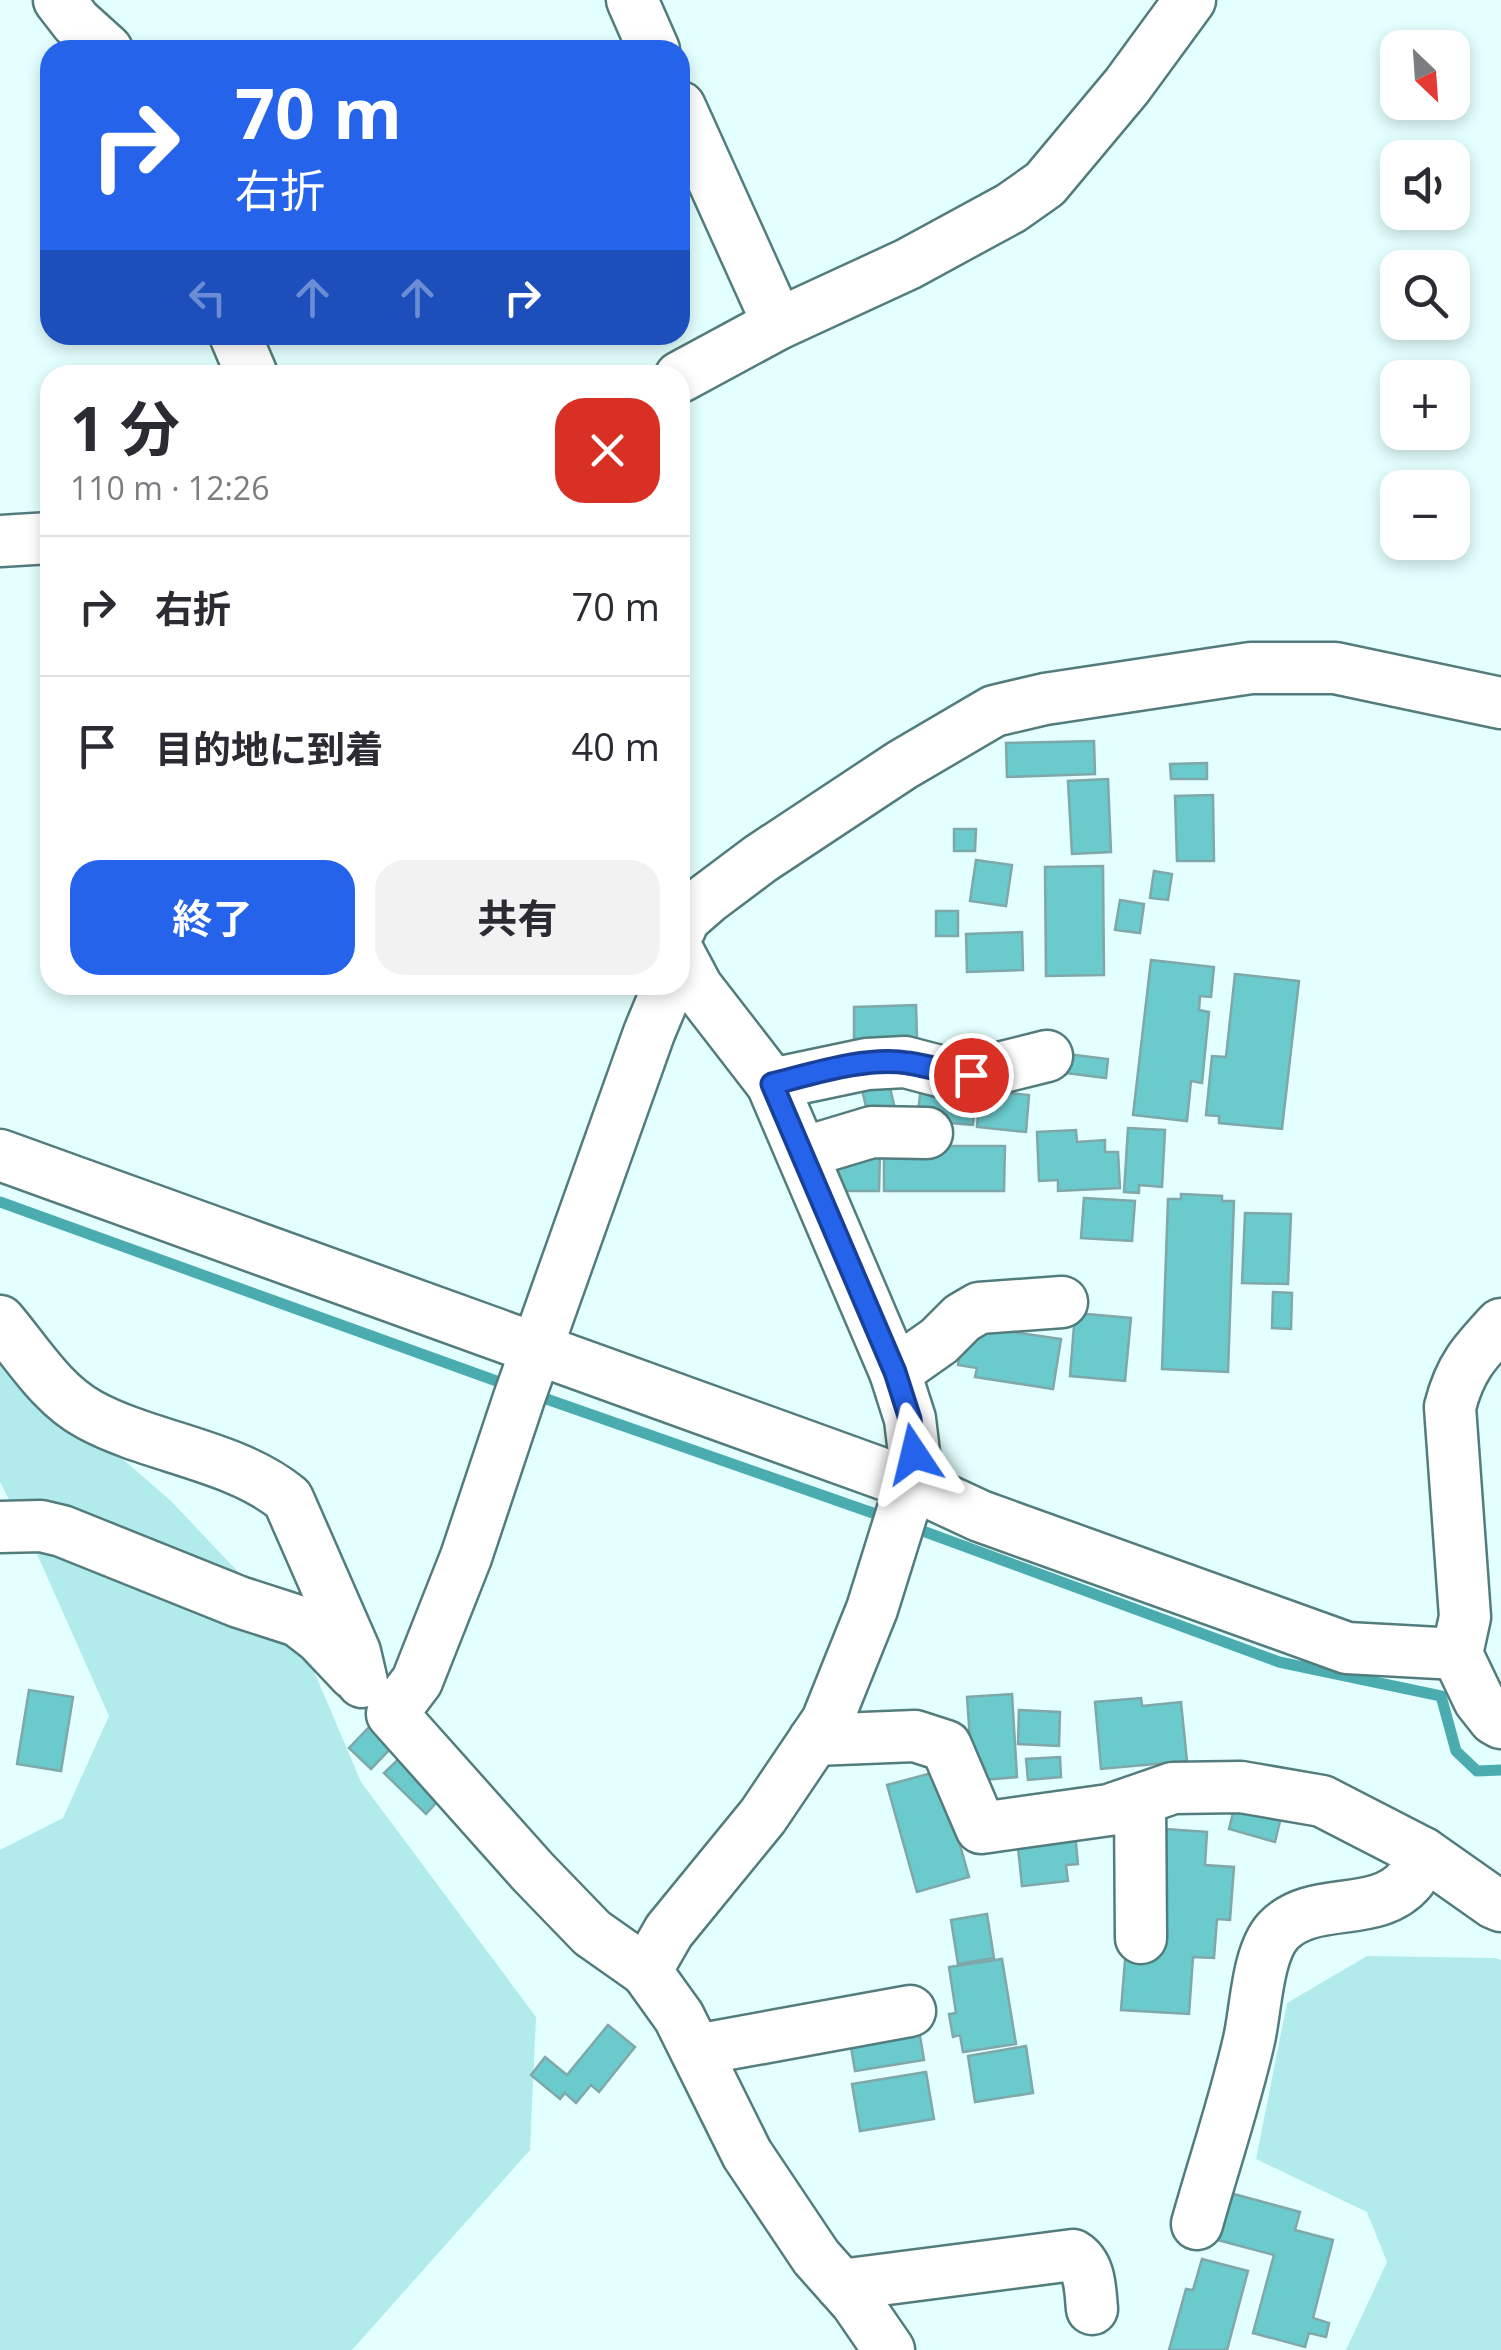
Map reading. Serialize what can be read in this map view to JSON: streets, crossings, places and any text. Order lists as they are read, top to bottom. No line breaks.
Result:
{"north":"bottom right","page":{"map_buttons":["+","−"],"turn":["70 m","右折"],"heading":["1 分","110 m · 12:26"],"list":[{"name":"右折","value":"70 m"},{"name":"目的地に到着","value":"40 m"}],"buttons":["終了","共有"]}}
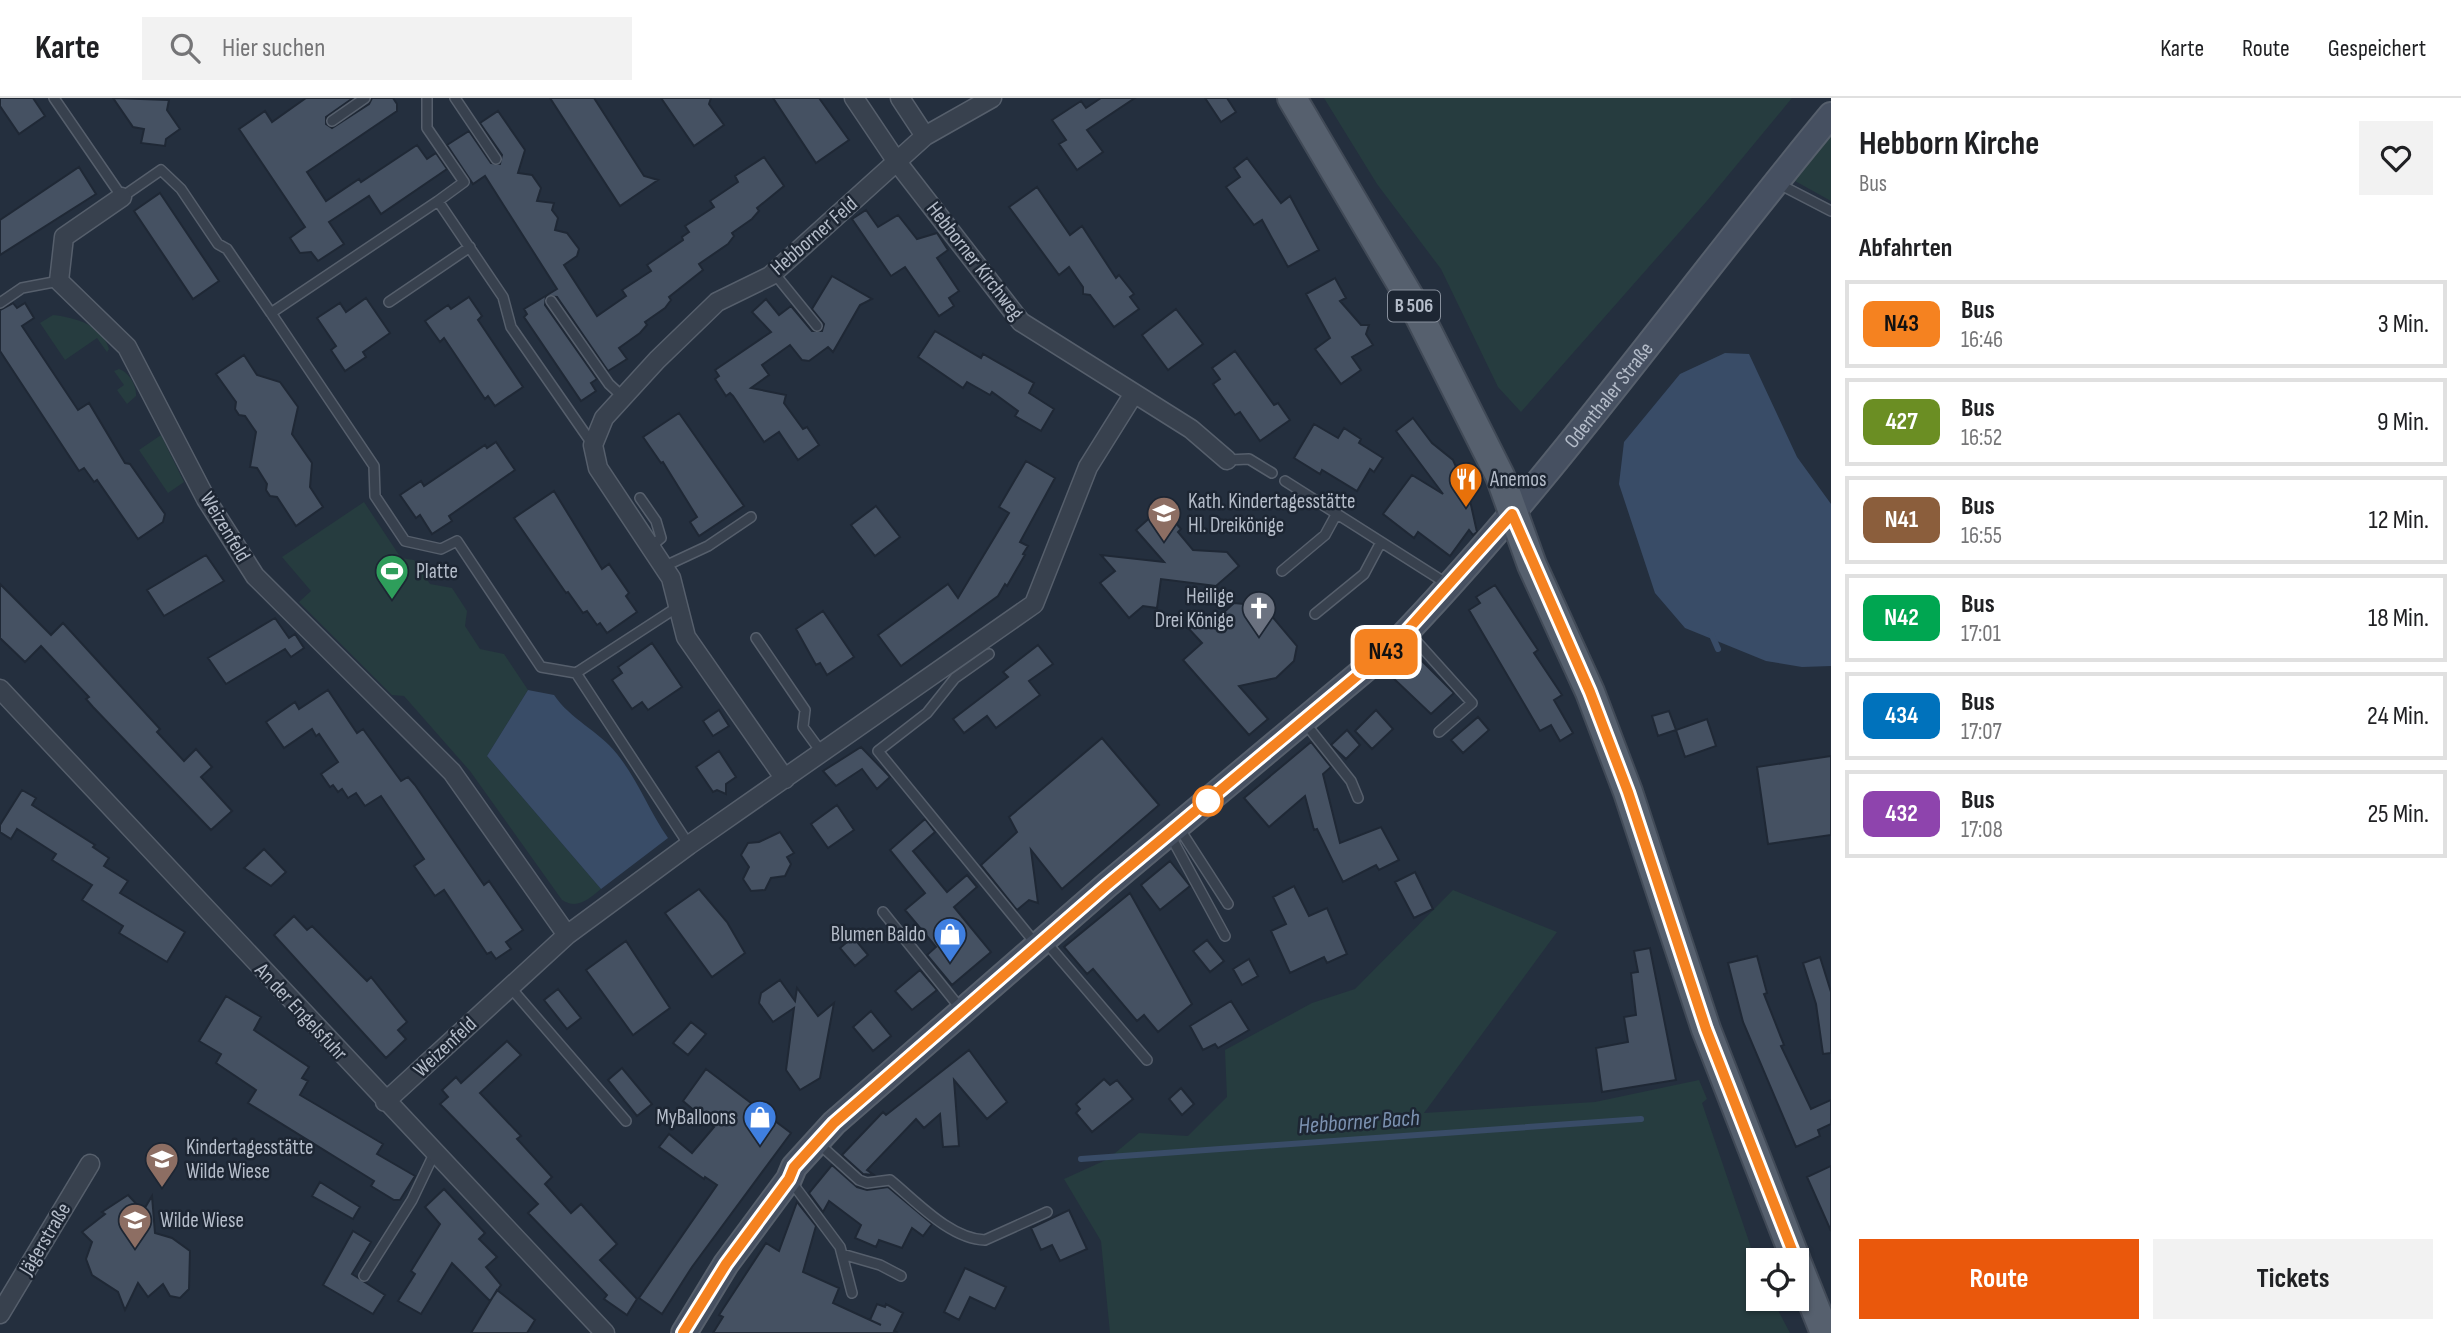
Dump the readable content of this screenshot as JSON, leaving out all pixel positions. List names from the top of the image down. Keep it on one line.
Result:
{"streets":{"main road":["B 506","Odenthaler Straße"],"street":["Hebborner Feld","Hebborner Kirchweg","Weizenfeld","An der Engelsfuhr","Jägerstraße"]},"crossings":[["Hebborner Feld","Hebborner Kirchweg"],["B 506","Odenthaler Straße"],["Weizenfeld","An der Engelsfuhr"]],"water":["Hebborner Bach"],"places":{"restaurant":["Anemos"],"school or university":["Kath. Kindertagesstätte Hl. Dreikönige","Kindertagesstätte Wilde Wiese","Wilde Wiese"],"sports":["Platte"],"church":["Heilige Drei Könige"],"shop":["Blumen Baldo","MyBalloons"]},"lines":["bus line N43"],"page":{"header":"Karte","search":"Hier suchen","nav":["Karte","Route","Gespeichert"],"on_map":"N43","heading":[["Hebborn Kirche","Bus"],"Abfahrten"],"list":[{"mark":"N43","name":"Bus","note":"16:46","value":"3 Min."},{"mark":"427","name":"Bus","note":"16:52","value":"9 Min."},{"mark":"N41","name":"Bus","note":"16:55","value":"12 Min."},{"mark":"N42","name":"Bus","note":"17:01","value":"18 Min."},{"mark":"434","name":"Bus","note":"17:07","value":"24 Min."},{"mark":"432","name":"Bus","note":"17:08","value":"25 Min."}],"buttons":["Route","Tickets"]}}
***
- [TRY IT]:
After dropping every picture, transcribe each entry exactly.

- [SOLUTION TO THE PROBLEM]:
Map reading. Serialize what can be read in this map view to JSON: streets, crossings, places and any text. Order lists as they are read, top to bottom. No line breaks.
Result:
{"north":"bottom right","page":{"map_buttons":["+","−"],"turn":["70 m","右折"],"heading":["1 分","110 m · 12:26"],"list":[{"name":"右折","value":"70 m"},{"name":"目的地に到着","value":"40 m"}],"buttons":["終了","共有"]}}
Dump the readable content of this screenshot as JSON, leaving out all pixel positions. List names from the top of the image down. Keep it on one line.
Result:
{"streets":{"main road":["B 506","Odenthaler Straße"],"street":["Hebborner Feld","Hebborner Kirchweg","Weizenfeld","An der Engelsfuhr","Jägerstraße"]},"crossings":[["Hebborner Feld","Hebborner Kirchweg"],["B 506","Odenthaler Straße"],["Weizenfeld","An der Engelsfuhr"]],"water":["Hebborner Bach"],"places":{"restaurant":["Anemos"],"school or university":["Kath. Kindertagesstätte Hl. Dreikönige","Kindertagesstätte Wilde Wiese","Wilde Wiese"],"sports":["Platte"],"church":["Heilige Drei Könige"],"shop":["Blumen Baldo","MyBalloons"]},"lines":["bus line N43"],"page":{"header":"Karte","search":"Hier suchen","nav":["Karte","Route","Gespeichert"],"on_map":"N43","heading":[["Hebborn Kirche","Bus"],"Abfahrten"],"list":[{"mark":"N43","name":"Bus","note":"16:46","value":"3 Min."},{"mark":"427","name":"Bus","note":"16:52","value":"9 Min."},{"mark":"N41","name":"Bus","note":"16:55","value":"12 Min."},{"mark":"N42","name":"Bus","note":"17:01","value":"18 Min."},{"mark":"434","name":"Bus","note":"17:07","value":"24 Min."},{"mark":"432","name":"Bus","note":"17:08","value":"25 Min."}],"buttons":["Route","Tickets"]}}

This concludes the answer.